= Beginning of Section =
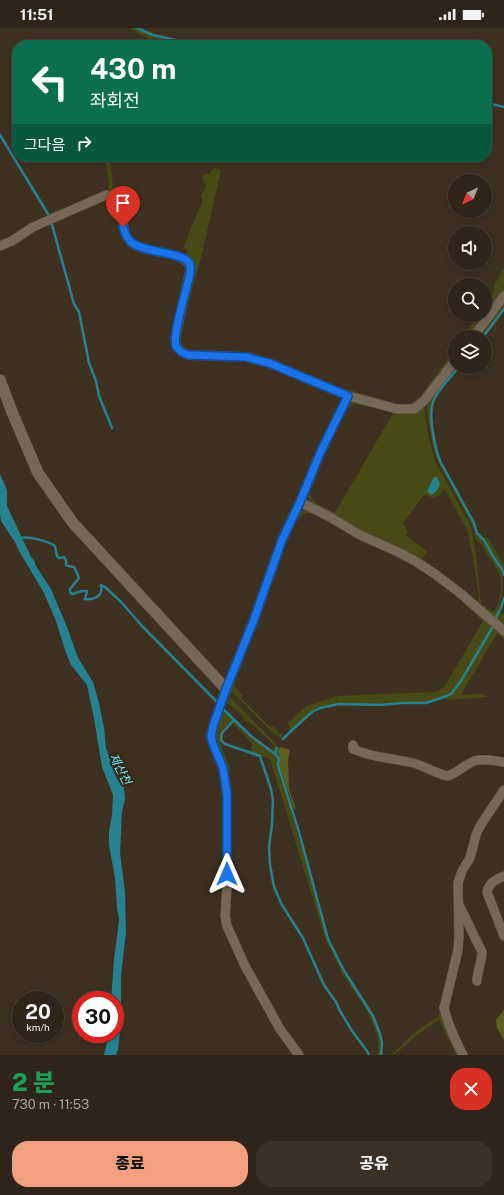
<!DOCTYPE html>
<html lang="ko">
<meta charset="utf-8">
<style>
body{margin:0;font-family:"Public Sans","Noto Sans KR",sans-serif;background:#3a3026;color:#f1f3f6;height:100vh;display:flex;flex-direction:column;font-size:15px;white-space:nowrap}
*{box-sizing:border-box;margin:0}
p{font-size:13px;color:#a7a4a2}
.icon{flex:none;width:22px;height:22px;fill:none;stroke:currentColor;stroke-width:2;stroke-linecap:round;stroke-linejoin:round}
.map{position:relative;height:1027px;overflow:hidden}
.details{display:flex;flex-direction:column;background:#2e2419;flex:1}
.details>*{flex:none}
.banner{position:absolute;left:12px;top:12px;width:480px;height:122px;border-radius:16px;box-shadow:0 2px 6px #0003,0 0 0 1px #494138;background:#0b6e4f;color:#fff;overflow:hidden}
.needle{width:26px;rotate:223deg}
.tools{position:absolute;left:448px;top:146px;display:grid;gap:8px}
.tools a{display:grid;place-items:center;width:44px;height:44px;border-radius:50%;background:#2e2419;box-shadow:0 2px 6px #0003,0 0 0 1px #494138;font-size:20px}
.speed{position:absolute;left:12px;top:963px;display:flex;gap:8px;font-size:20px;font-weight:700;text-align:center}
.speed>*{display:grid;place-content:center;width:52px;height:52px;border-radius:50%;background:#2e2419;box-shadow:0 2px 6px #0003,0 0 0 1px #494138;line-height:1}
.speed small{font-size:10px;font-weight:400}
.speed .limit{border:6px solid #d22;background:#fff;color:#111}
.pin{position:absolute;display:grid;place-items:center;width:34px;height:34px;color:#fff;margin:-41px -17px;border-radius:50% 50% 50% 0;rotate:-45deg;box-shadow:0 0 4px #0007}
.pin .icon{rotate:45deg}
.me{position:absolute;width:44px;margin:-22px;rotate:0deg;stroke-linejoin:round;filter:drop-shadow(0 0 3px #0008)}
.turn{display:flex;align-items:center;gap:14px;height:84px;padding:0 12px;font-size:18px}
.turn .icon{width:52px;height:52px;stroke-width:2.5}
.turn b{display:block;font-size:28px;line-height:34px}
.then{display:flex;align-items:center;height:38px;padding:0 12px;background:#0003;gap:8px;font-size:15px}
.round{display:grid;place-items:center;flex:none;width:42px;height:42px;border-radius:16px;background:#3a3026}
.headline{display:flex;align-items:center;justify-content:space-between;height:68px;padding:0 12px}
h1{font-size:24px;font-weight:800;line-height:30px;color:#1e9e55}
.button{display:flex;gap:8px;margin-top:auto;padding:8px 12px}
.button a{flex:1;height:46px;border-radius:16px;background:#f2a080;color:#111;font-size:16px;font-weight:800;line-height:46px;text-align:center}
.button a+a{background:#3a3026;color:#f1f3f6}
.status{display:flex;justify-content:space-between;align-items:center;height:28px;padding:0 20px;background:#2e2419;direction:ltr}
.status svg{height:11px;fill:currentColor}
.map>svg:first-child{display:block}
.green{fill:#474a14;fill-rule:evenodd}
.forest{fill:#5b5f1f}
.water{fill:#268290}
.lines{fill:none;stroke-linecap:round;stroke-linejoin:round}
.stream{stroke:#268290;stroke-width:2.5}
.minor-casing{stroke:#594e41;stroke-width:10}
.tertiary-casing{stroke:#594e41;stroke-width:12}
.minor{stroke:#766857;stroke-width:9}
.tertiary{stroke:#766857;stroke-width:11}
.route-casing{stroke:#114b97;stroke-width:10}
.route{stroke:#1a73e8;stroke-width:7}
.labels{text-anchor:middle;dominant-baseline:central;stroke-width:4;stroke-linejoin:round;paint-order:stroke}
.water-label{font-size:12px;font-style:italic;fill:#74eafd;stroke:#322617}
</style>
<div class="status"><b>11:51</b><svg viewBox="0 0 49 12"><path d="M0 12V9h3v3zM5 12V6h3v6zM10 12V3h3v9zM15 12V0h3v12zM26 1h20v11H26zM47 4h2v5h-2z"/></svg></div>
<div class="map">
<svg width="504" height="1027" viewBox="0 0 504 1027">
<rect width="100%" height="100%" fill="#3d3021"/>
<path class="green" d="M129,0H136L153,8L196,17H175L155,12L152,17H147L149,11Z
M105,129H109C111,141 114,152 112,165L108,164L109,156Z
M214,139L221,142L202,226L185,288L182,304L181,314L183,318L192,322L247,324L257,326L339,359L402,377L410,376L420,369L455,321V328L427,366L410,379L349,365L264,332L197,326L178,319L179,295L189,254L185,229L187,222L183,220L203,172L201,169L206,158L202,150L204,146L209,147Z
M504,240V265L469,309H464L478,287H485V278L490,272L494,262L495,256Z
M504,272V280L482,309H475Z
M455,339H458L442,359L433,374L431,382L432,396L436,422L439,433L474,495C476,505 478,506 484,513C488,518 490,525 493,530C495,534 499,537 501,540C504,555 503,575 496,589H497L500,584L504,586V599L483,580V575L486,579L493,584C500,576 503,559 500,548C498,541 493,535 489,529C485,522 483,516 476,512L472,497L437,432L432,415L428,390L427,379L429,371Z
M356,373L395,382L425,374L424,380L427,402L435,433L471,498L476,528L481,576L480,578L361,503L310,473L307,465L309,455L347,377ZM356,376L376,380L393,385L335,485C325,479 310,476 309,463L337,396L345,383L349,379ZM445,462L453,476L468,504L476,547L479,568L478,573L422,531L427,523L406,508L408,503L403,495L425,466C435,473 437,468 445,462Z
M310,482L395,525L434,548L492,597L461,653L451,665L447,668L426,675L402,674L380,677L339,676L320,679L312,684L290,702L288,695L306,678L338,668L433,664L438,663L445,658L483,593L445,558L431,548L405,532L336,496L312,485C302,484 296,492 291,500L234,657L242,668L241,670L271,700L273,698L284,709L283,711L280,710L273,705L233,665L231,662V659L283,515L298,487L303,483Z
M480,508L488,510L504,537V546C502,539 497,534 493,528C489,521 487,514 480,508Z
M493,599L504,608V611L497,605L461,667L483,666L488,669L447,672L446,670L454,665L462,654Z
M230,669L277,717L275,725L272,722L274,718L273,716L252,696L244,692L243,688L226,674Z
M222,679L234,692C230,696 225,699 222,703C216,714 227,730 230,740L229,746L230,784V850L231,886L229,888L228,891L237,913L257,949L272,981L282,997L303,1027H301L280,998L236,914L228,896L226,888L229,865L230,784L226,742C225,736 222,731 219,725C212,707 215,697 222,679Z
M234,693L251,708L276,727L278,730V737L282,753L318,874L328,911L343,942L372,988L380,1006L381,1015L380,1027H378V1011L369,985L343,947L325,910L270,731L251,724L252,716L246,708L232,695Z
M440,985L461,1027H456L439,992L422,1003L395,1026L389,1027L395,1024L413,1006L437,989Z"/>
<path class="forest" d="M280,719L290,722L288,731L289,761L296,781H294L279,736L280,728L277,725Z
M504,982V1012L497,1000L496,992Z"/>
<path class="water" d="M0,446L7,462V478L31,529L34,532L36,538L51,561L67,599L78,630L93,654L99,675L104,700L106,720L116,749L124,760L125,771L122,784L120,825L125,864L126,905L121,947V996L118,1021L116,1027H104L109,1006H115V972H111L114,932L119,892L117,879L115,850L109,817V803L112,787L113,767L102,739L94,690L87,657L71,637L65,622L56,593L44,565L19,523L15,514L1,493L0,487Z
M434,449H437L440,456L436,464L431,467L427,463Z"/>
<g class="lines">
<path class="stream" d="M137,0L153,7L199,17
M487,75L504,79
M0,107L48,186
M51,193L74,276L79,284L89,335L96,353L99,368L112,400
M483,309L504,281
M459,339C451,349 437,362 433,374C428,388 435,419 440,433L474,495L477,505L484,512L494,530L502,541L504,547
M20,510C29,508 48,513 55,518L57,528L59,530L64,529L66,532V537L68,538L74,539L79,550L70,561V564L72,566L82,563H87L85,571C90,572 99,570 101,564C102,562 101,560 101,557L105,559L121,574L143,599L218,675
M496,589L501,580L504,570
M223,681L251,708L275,726L277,720
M234,692L222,705L221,712L225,716L260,728L271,761L273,772L272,796L269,819L270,837L274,859L282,877L303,910L324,957L336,974L339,981L352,1003L367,1023L369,1027
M283,711L291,703L312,684L320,680L339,676L380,677L402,675H426L447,668L452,665L461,653L492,600
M275,726L279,730L278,737L283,753L299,804L328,911L343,941L373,988L380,1006L382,1015L381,1027"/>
<defs>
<path id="minor" d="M0,218L12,213L33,199L106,167C131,169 115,201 132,215C147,227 183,221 191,239L175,310C176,319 179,325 189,327L246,329L269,335L348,368L397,381H414L424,373L455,333
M473,309L504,268
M300,474L328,488L360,507L398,524L415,533L435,546L460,565L504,603
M353,717V721C372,730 393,730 413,735C425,738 436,746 448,748C458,744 465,737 474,733C484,730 495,733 504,734
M504,848C495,852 490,854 487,864L504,908
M459,877L482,924C482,934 477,943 477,953
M299,1027L280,1001L245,938L227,898L225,888L227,859V767L223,740L213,716L211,709L213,698L226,661L253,594L282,512L300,474L321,423L348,368
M463,1027C455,1012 448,996 444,980L458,922L459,908L458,855L462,843L470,830L476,807L480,798L504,762"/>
<path id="tertiary" d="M0,352L12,384L38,445L73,495L226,661"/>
</defs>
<use href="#minor" class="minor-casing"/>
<use href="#tertiary" class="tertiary-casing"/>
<use href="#minor" class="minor"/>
<use href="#tertiary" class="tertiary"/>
</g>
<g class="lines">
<defs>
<path id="route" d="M123,199C125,204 126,209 130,213C143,226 186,223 190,237C191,240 190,243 190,246C187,261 172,306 176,318C179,323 183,326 189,327L246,329L269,335L348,368L321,423L300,474L282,512L253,594L226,661L213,698L211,709L213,716L223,740L227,767V846"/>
</defs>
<use href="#route" class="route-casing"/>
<use href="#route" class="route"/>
</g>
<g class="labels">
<g class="water-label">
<text transform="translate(120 741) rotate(63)">제산천</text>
</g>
</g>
</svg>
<div class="tools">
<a><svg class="needle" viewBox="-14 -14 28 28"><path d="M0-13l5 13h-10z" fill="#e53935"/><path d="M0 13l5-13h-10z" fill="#a7a4a2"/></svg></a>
<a><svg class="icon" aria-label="sound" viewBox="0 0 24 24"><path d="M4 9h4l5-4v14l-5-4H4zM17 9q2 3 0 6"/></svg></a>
<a><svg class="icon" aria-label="search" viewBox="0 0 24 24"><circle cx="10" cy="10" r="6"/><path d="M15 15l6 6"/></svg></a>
<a><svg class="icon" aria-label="layers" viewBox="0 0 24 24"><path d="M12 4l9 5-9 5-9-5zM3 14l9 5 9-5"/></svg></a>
</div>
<div class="speed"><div>20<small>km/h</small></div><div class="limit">30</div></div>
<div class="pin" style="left:123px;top:199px;background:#d93025"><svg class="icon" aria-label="arrive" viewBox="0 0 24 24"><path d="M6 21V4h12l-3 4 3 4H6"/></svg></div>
<svg class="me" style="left:227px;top:846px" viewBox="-20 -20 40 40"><path d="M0-17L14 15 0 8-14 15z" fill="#1a73e8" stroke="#fff" stroke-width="4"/></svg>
<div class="banner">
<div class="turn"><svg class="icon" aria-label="left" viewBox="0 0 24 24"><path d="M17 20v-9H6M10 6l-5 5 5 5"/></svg><div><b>430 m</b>좌회전</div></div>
<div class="then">그다음<svg class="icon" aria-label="right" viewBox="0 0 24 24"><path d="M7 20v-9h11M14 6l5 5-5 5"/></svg></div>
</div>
</div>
<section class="details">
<div class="headline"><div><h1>2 분</h1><p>730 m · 11:53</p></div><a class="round" style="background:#d93025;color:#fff"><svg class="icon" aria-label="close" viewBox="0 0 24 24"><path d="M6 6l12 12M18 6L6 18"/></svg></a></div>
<div class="button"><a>종료</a><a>공유</a></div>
</section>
= End of Section =
• [Problem details]
Looking at the records above, how many lines include "tools"? Please give the number and nothing more.

• [Exercise response]
3